TOLEDO, Ohio--(BUSINESS WIRE)--May 15, 2003--Health Care REIT, Inc. (NYSE:HCN) announced today that it has increased its primary unsecured revolving credit facility to $225 million from $175 million. The maturity date of the agreement was also extended from August, 2005 to May, 2006 with the ability to extend an additional year at the company's option. The modification to the credit facility was arranged by KeyBank as Lead Arranger and Administrative Agent and Deutsche Bank Securities as Lead Arranger and Syndication Agent. UBS Warburg is the Documentation Agent. Other participants include Bank of America, Bank One and Comerica Bank.

In addition, the company announced the expansion of its unsecured revolving credit facility with Fifth Third Bank to $30 million from $25 million. This facility matures May 31, 2004.

"This increased credit capacity further strengthens the financial flexibility and balance sheet of our company, enabling us to continue to capitalize on the growth opportunities present in today's marketplace.
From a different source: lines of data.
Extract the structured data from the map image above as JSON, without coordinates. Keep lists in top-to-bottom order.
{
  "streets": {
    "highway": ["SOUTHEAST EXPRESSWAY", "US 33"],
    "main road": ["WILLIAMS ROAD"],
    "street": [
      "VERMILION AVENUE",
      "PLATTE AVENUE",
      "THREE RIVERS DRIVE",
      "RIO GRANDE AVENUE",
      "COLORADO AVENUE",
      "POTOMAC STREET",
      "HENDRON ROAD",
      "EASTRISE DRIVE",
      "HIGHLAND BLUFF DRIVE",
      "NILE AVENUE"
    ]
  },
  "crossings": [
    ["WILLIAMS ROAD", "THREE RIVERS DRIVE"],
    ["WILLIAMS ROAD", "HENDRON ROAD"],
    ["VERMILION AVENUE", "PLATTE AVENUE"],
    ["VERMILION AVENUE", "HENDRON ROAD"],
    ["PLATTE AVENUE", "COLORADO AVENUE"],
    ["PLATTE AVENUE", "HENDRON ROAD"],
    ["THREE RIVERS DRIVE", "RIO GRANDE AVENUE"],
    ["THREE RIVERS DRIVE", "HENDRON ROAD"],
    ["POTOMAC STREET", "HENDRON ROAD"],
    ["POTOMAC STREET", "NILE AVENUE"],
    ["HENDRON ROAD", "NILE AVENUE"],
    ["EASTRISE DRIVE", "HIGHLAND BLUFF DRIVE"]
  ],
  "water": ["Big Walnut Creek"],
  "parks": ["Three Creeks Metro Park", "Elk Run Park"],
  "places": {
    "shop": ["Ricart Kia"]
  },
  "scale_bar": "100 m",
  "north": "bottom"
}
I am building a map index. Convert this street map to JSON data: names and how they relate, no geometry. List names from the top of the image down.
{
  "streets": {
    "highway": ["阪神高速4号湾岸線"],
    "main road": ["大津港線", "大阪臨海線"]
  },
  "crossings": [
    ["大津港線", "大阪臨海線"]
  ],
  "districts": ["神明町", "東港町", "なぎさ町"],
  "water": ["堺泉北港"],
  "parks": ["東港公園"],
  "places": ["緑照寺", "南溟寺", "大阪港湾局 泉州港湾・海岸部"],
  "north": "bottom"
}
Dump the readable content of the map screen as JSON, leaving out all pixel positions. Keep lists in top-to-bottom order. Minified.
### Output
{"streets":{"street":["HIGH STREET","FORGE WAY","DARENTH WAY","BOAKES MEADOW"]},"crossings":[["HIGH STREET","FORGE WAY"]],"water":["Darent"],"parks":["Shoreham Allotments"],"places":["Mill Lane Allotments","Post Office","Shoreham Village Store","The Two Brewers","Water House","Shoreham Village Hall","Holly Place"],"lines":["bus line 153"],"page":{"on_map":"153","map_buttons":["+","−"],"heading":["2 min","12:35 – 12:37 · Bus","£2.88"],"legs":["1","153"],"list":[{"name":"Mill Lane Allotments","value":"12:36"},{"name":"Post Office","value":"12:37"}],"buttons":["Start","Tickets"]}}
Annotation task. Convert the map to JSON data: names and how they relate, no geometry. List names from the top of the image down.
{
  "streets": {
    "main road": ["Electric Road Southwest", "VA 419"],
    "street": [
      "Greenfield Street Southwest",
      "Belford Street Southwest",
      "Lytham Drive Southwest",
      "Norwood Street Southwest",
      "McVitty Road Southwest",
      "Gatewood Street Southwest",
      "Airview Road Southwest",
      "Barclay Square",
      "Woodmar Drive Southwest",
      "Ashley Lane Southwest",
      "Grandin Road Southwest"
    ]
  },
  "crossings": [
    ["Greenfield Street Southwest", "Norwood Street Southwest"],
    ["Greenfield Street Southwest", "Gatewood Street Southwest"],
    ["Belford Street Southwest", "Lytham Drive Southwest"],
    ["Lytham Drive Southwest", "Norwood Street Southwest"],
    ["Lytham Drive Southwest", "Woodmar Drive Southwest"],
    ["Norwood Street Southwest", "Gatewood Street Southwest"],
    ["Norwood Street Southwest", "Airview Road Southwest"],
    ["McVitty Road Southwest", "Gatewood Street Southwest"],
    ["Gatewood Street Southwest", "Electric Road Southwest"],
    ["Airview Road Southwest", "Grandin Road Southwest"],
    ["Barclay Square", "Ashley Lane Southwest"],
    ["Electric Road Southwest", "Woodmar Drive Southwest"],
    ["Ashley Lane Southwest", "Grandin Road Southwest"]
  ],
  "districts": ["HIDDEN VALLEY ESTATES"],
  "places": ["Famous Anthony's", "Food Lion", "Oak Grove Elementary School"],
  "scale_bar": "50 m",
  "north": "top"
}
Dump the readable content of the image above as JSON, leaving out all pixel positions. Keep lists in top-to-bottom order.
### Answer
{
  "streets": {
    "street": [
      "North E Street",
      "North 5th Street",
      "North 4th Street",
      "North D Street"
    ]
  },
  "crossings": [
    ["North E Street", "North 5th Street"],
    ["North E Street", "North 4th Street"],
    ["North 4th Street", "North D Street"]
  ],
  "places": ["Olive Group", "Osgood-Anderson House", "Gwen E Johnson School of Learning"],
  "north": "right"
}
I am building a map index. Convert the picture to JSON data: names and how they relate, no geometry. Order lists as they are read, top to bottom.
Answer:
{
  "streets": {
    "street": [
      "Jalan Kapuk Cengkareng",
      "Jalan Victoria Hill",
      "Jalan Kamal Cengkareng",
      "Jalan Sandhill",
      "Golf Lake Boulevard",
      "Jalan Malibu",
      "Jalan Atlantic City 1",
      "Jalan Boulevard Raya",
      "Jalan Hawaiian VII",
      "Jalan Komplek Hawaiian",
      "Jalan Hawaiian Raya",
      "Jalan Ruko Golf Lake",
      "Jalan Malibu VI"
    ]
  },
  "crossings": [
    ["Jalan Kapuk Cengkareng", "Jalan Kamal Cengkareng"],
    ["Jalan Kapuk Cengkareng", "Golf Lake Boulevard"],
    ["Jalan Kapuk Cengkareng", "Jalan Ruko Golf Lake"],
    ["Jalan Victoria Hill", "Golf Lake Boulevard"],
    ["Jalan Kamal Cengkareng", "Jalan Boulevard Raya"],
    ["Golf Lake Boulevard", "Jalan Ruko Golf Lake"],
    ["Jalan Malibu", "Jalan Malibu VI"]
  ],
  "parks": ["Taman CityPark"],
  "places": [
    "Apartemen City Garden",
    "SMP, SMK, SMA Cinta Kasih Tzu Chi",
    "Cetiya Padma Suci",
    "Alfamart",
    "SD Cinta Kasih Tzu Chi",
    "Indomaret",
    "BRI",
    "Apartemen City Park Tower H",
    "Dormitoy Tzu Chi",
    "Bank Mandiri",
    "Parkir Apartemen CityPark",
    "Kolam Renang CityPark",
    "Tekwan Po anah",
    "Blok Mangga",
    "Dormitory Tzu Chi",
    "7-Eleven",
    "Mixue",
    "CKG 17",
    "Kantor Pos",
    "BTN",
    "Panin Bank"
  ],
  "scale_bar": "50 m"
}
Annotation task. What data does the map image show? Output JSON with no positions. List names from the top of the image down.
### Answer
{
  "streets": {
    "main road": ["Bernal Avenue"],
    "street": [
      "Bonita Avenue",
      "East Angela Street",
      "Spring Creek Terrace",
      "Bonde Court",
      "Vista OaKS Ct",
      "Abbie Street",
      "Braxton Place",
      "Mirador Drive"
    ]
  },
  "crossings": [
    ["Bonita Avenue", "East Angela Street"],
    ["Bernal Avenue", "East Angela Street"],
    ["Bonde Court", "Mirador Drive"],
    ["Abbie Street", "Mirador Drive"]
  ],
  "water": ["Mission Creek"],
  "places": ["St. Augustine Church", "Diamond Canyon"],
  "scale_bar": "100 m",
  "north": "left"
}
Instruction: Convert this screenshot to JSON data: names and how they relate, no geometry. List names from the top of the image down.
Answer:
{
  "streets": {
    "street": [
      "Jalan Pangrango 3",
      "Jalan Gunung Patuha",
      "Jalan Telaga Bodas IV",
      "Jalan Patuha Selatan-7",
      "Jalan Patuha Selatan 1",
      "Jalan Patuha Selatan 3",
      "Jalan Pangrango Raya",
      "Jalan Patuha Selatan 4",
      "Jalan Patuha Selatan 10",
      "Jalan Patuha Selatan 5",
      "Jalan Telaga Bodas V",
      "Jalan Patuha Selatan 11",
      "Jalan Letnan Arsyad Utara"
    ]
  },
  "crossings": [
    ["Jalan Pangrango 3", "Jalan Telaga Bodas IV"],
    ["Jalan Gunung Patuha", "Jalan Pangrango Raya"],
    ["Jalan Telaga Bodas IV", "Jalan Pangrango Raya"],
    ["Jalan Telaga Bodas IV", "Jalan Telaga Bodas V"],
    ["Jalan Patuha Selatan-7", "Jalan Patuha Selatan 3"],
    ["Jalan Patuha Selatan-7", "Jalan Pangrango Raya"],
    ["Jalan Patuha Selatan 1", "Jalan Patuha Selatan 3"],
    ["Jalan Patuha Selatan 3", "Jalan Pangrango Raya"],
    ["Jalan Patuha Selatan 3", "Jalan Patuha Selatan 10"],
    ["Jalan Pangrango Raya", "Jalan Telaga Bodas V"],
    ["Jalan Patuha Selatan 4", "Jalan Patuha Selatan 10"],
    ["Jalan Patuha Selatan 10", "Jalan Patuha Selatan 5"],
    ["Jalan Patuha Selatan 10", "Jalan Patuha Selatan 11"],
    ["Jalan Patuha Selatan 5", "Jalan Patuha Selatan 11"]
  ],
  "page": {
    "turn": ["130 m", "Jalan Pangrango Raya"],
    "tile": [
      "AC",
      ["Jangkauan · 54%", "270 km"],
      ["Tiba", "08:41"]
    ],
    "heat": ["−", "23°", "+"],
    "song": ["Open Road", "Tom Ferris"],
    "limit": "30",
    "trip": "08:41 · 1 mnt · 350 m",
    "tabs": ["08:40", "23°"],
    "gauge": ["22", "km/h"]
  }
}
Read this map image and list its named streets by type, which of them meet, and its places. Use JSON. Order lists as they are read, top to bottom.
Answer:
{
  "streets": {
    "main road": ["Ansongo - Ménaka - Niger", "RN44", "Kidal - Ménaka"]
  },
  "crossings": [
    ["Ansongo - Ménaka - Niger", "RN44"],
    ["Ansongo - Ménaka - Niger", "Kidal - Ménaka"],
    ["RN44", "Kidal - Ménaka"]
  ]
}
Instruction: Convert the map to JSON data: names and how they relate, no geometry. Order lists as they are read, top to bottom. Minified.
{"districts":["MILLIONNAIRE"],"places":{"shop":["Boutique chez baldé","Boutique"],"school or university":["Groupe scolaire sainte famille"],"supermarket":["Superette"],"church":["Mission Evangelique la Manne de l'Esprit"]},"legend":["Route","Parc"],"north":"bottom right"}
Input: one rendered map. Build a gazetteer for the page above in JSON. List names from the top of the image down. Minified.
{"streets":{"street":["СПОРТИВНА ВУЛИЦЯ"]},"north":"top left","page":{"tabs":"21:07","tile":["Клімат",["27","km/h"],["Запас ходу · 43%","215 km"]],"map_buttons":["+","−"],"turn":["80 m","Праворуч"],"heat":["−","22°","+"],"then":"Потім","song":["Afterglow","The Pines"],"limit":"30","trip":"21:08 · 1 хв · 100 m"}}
We are appreciative of the support and commitment provided by these lenders," stated George L. Chapman, chairman and chief executive officer.

Health Care REIT, Inc., with headquarters in Toledo, Ohio, is a real estate investment trust that invests in health care facilities, primarily skilled nursing and assisted living facilities. At March 31, 2003, we had investments in 248 health care facilities in 33 states with 46 operators and had total assets of approximately $1.6 billion. For more information on Health Care REIT, Inc., via facsimile at no cost, dial 1-800-PRO-INFO and enter the company code - HCN. More information is available on the Internet at www.hcreit.com.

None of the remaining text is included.